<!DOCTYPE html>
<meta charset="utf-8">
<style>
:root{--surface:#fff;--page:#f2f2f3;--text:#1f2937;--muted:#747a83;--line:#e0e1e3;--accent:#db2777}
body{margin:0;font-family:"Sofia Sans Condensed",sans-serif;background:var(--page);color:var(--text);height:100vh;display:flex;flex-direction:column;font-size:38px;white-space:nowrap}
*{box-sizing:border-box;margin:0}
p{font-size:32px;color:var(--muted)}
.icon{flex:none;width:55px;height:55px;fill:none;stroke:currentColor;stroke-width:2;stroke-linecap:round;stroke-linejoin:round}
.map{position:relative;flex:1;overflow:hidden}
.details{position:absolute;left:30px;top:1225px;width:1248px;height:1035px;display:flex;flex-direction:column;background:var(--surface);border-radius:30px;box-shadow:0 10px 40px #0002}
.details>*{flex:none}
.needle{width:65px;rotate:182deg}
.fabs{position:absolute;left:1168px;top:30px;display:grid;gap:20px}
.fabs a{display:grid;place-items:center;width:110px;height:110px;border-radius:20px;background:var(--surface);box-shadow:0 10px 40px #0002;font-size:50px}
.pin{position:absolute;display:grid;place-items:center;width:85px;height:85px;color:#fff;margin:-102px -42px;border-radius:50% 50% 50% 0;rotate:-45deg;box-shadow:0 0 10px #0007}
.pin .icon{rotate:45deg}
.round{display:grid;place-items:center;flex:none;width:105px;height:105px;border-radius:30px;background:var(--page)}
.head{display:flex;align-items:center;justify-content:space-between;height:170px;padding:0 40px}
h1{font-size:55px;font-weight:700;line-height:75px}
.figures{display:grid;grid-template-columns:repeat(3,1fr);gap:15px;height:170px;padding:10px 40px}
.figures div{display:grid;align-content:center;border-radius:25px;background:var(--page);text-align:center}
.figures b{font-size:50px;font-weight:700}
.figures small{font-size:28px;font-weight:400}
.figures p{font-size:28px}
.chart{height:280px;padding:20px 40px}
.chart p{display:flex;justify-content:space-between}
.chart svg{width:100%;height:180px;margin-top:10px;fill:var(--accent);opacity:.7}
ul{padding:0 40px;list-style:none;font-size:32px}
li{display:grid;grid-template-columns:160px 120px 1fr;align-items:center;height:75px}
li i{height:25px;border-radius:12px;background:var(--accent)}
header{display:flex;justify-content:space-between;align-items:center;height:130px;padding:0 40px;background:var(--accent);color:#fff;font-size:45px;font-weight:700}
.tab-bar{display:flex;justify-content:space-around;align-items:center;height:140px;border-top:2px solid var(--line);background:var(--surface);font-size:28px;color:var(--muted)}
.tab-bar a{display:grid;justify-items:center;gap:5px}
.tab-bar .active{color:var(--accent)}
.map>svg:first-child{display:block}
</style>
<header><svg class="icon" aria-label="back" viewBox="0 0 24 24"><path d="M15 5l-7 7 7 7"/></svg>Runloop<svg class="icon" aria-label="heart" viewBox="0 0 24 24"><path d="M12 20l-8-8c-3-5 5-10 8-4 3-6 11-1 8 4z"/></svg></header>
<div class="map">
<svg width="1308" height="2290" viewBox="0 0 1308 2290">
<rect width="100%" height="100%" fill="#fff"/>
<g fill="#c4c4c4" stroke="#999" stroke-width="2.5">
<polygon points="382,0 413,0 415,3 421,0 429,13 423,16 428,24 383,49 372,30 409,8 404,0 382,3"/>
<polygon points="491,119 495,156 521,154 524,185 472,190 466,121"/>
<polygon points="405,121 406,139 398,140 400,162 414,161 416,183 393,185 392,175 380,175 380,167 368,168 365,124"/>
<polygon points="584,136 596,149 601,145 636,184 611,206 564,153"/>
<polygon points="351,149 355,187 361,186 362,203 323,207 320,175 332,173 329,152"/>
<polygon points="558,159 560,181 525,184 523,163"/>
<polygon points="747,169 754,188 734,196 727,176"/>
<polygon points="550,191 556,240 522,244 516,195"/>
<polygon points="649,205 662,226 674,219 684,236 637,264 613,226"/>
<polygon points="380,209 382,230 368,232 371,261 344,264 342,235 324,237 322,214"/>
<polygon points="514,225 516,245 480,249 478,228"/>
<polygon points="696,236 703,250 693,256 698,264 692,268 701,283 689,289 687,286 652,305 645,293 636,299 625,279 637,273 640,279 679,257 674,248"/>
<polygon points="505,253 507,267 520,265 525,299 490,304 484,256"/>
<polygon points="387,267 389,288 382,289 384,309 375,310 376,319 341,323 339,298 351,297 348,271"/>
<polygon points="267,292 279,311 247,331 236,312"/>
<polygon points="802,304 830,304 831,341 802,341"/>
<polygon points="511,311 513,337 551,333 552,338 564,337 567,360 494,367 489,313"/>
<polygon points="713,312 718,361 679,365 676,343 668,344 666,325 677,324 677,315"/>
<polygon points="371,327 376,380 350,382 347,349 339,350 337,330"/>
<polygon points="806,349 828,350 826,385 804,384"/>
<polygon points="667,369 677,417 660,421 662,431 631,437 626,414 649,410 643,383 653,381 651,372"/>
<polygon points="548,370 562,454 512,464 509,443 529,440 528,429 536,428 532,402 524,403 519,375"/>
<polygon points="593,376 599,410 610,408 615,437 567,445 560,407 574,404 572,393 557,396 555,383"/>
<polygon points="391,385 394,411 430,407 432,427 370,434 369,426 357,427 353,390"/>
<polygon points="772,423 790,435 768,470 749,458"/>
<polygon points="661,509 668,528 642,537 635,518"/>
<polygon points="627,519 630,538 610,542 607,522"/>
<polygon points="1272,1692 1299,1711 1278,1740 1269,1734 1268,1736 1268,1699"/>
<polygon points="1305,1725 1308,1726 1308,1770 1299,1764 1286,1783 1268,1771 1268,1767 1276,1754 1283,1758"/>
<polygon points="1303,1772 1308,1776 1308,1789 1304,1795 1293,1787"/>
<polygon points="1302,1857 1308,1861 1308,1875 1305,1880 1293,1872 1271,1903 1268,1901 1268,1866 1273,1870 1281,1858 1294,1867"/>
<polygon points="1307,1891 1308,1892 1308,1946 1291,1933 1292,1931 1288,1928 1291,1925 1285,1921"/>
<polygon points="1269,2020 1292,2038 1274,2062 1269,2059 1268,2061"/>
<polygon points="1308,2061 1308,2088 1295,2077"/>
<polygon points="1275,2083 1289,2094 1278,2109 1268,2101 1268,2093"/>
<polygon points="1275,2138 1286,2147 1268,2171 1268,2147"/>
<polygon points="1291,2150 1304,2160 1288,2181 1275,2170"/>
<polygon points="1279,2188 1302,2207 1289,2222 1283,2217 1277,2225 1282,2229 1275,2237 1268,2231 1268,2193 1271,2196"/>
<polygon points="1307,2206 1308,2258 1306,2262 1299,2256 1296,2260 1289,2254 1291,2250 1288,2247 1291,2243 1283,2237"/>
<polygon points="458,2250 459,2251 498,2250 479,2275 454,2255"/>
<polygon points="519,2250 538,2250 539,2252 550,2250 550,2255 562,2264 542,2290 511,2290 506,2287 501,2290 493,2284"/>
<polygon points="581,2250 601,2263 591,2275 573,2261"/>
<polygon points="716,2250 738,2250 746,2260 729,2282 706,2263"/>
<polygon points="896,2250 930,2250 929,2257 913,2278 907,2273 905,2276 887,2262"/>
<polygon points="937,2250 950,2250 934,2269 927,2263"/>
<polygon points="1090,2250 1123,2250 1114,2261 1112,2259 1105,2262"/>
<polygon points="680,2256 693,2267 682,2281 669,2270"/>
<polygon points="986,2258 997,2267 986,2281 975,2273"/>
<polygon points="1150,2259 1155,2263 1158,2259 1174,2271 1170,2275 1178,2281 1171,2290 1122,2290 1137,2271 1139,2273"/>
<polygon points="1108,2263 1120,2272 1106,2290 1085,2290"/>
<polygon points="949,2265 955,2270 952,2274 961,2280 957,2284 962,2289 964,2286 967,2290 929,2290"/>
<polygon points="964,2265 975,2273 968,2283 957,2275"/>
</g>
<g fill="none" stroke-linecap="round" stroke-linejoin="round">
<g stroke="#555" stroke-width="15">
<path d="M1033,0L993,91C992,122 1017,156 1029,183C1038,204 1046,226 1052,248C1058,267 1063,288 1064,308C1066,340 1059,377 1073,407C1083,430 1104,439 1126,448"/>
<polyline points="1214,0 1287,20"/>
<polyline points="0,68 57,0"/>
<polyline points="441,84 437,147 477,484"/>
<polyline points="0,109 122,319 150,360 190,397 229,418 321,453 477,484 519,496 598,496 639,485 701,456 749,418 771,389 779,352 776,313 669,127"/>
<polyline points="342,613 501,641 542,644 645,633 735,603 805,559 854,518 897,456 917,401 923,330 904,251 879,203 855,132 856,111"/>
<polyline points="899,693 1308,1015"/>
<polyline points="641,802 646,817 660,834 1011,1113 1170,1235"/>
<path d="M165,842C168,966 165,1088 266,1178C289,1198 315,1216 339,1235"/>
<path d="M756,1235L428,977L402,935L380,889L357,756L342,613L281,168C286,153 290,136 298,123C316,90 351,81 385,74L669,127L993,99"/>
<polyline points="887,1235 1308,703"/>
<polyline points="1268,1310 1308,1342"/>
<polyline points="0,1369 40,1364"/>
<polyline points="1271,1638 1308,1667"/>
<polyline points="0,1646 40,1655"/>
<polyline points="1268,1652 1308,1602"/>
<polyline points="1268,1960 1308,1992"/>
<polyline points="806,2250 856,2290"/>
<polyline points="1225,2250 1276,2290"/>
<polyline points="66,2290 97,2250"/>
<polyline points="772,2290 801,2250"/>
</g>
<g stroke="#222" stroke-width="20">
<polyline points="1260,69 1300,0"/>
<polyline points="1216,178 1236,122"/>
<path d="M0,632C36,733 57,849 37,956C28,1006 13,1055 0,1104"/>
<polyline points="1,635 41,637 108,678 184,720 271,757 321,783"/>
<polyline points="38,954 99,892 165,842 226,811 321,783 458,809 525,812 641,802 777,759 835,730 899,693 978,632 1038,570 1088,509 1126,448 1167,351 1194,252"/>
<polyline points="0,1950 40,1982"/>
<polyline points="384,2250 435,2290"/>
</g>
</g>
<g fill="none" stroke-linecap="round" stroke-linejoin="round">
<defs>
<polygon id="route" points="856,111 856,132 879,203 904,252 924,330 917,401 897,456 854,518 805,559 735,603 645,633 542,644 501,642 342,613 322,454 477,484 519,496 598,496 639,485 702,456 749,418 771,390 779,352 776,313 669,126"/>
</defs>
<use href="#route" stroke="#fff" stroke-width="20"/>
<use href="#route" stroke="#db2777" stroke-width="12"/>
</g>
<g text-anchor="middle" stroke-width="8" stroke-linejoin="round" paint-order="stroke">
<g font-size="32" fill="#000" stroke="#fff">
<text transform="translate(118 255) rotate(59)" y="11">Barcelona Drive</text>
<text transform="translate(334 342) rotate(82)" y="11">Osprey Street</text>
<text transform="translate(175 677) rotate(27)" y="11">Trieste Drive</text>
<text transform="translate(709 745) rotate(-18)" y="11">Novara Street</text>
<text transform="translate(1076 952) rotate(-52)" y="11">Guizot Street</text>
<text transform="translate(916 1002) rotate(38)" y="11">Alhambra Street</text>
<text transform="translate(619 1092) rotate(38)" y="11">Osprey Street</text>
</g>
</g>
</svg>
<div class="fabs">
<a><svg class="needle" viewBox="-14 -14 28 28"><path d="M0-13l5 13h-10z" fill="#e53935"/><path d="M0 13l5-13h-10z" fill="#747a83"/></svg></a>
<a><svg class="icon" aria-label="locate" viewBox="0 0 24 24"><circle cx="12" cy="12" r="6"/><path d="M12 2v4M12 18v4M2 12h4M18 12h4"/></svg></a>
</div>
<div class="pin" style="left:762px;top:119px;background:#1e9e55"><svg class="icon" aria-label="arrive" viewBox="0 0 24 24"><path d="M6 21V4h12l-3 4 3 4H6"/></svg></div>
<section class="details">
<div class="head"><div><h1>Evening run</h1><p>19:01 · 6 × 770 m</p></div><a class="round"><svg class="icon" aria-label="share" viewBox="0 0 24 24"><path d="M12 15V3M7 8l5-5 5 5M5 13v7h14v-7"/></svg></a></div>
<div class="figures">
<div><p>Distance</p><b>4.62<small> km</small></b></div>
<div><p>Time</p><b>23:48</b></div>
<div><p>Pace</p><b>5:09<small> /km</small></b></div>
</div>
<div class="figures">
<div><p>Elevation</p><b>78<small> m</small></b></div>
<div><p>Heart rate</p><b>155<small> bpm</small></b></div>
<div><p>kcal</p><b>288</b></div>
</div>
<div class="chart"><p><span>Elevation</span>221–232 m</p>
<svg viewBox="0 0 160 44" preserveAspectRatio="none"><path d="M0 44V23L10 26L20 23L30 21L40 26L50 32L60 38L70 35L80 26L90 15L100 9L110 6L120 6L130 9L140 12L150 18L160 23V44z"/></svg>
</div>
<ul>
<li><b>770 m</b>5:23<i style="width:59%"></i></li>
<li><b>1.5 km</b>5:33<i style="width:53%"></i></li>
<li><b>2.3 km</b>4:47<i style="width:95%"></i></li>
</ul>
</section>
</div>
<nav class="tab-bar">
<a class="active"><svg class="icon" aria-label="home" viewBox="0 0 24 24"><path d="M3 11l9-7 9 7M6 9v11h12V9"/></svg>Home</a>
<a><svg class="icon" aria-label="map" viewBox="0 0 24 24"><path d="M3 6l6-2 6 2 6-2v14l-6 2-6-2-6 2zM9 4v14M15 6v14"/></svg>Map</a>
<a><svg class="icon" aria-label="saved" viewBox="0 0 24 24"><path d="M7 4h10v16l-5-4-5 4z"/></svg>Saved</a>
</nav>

• _GOAL OF THE EXERCISE_
Nothing before the line holding "<div><p>Distance</p><b>4.62<small> km</small></b></div>" belongs in the answer. Repeat that line and the rest of the listing exactly.

• _RESULT FOR THIS EXERCISE_
<div><p>Distance</p><b>4.62<small> km</small></b></div>
<div><p>Time</p><b>23:48</b></div>
<div><p>Pace</p><b>5:09<small> /km</small></b></div>
</div>
<div class="figures">
<div><p>Elevation</p><b>78<small> m</small></b></div>
<div><p>Heart rate</p><b>155<small> bpm</small></b></div>
<div><p>kcal</p><b>288</b></div>
</div>
<div class="chart"><p><span>Elevation</span>221–232 m</p>
<svg viewBox="0 0 160 44" preserveAspectRatio="none"><path d="M0 44V23L10 26L20 23L30 21L40 26L50 32L60 38L70 35L80 26L90 15L100 9L110 6L120 6L130 9L140 12L150 18L160 23V44z"/></svg>
</div>
<ul>
<li><b>770 m</b>5:23<i style="width:59%"></i></li>
<li><b>1.5 km</b>5:33<i style="width:53%"></i></li>
<li><b>2.3 km</b>4:47<i style="width:95%"></i></li>
</ul>
</section>
</div>
<nav class="tab-bar">
<a class="active"><svg class="icon" aria-label="home" viewBox="0 0 24 24"><path d="M3 11l9-7 9 7M6 9v11h12V9"/></svg>Home</a>
<a><svg class="icon" aria-label="map" viewBox="0 0 24 24"><path d="M3 6l6-2 6 2 6-2v14l-6 2-6-2-6 2zM9 4v14M15 6v14"/></svg>Map</a>
<a><svg class="icon" aria-label="saved" viewBox="0 0 24 24"><path d="M7 4h10v16l-5-4-5 4z"/></svg>Saved</a>
</nav>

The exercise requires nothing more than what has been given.